Stored items:
::::
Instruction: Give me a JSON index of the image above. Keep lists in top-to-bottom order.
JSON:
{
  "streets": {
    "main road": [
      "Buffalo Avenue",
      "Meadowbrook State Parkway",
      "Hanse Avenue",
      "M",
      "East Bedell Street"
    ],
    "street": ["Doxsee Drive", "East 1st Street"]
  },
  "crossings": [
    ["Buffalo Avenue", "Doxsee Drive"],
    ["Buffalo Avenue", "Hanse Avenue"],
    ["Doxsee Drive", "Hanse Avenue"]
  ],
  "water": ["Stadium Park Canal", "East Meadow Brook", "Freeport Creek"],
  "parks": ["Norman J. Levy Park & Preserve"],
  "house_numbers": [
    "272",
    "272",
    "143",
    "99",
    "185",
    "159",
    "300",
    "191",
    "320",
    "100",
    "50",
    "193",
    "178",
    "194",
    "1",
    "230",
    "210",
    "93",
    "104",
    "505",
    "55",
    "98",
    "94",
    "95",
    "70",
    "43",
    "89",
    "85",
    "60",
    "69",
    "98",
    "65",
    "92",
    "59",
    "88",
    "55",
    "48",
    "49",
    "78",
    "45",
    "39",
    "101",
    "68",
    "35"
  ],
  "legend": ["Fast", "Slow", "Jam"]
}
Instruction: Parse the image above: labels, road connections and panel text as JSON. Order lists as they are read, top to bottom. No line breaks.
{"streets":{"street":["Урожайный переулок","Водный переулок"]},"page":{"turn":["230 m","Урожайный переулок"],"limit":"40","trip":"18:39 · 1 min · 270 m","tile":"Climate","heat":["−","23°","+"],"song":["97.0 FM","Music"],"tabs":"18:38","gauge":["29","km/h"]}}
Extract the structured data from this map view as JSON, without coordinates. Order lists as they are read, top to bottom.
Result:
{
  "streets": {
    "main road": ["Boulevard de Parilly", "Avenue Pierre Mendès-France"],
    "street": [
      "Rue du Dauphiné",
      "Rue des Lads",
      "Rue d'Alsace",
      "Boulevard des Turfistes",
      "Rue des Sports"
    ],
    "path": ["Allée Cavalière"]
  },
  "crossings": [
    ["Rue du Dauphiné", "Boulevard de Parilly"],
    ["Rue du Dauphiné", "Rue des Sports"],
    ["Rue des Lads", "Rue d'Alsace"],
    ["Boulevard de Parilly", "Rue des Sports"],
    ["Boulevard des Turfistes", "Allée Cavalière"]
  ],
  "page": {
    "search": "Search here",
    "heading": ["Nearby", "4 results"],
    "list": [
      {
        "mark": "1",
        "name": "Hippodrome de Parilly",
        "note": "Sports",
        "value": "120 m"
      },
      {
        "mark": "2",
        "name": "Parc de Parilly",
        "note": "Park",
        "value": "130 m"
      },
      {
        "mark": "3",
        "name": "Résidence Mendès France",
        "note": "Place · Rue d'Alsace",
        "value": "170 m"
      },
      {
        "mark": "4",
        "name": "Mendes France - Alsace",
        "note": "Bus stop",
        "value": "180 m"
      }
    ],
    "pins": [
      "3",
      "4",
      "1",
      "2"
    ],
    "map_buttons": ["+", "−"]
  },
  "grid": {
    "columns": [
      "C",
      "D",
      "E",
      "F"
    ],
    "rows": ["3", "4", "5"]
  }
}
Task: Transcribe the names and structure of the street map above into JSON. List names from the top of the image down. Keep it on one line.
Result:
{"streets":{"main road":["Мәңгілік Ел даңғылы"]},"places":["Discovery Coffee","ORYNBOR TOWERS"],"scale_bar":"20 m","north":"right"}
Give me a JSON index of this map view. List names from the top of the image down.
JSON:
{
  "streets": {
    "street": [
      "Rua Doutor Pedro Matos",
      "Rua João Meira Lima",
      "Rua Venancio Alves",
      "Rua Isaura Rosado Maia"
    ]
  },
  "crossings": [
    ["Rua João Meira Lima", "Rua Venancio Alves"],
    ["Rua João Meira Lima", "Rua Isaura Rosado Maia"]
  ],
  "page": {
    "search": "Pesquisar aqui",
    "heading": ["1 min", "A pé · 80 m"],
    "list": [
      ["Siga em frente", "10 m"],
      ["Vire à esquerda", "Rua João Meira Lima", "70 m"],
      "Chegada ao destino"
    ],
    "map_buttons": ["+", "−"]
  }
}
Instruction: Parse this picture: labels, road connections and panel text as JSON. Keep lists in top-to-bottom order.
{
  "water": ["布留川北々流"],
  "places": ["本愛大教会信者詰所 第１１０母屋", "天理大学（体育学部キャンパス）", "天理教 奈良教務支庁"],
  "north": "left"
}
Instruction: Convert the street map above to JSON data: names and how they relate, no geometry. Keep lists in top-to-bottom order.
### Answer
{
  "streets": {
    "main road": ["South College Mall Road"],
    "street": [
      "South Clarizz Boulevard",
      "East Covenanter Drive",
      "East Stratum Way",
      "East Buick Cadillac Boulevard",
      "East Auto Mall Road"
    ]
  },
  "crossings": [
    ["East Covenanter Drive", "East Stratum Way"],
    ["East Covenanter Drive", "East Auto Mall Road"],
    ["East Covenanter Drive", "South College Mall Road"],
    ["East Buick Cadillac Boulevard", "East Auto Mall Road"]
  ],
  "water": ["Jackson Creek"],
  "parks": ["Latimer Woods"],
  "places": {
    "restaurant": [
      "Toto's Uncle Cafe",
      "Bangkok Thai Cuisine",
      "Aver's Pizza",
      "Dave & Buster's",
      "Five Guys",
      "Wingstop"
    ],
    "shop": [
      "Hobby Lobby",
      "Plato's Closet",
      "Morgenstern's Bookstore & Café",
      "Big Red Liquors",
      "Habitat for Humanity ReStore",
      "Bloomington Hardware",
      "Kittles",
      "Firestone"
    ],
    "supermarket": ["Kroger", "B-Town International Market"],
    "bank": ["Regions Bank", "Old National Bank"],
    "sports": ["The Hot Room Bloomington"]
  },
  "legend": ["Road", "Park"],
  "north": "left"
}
::::
- _Task instructions_:
Find the word "view" in the entries, then copy out every line that has it.

- _The answer_:
Extract the structured data from this map view as JSON, without coordinates. Order lists as they are read, top to bottom.
Give me a JSON index of this map view. List names from the top of the image down.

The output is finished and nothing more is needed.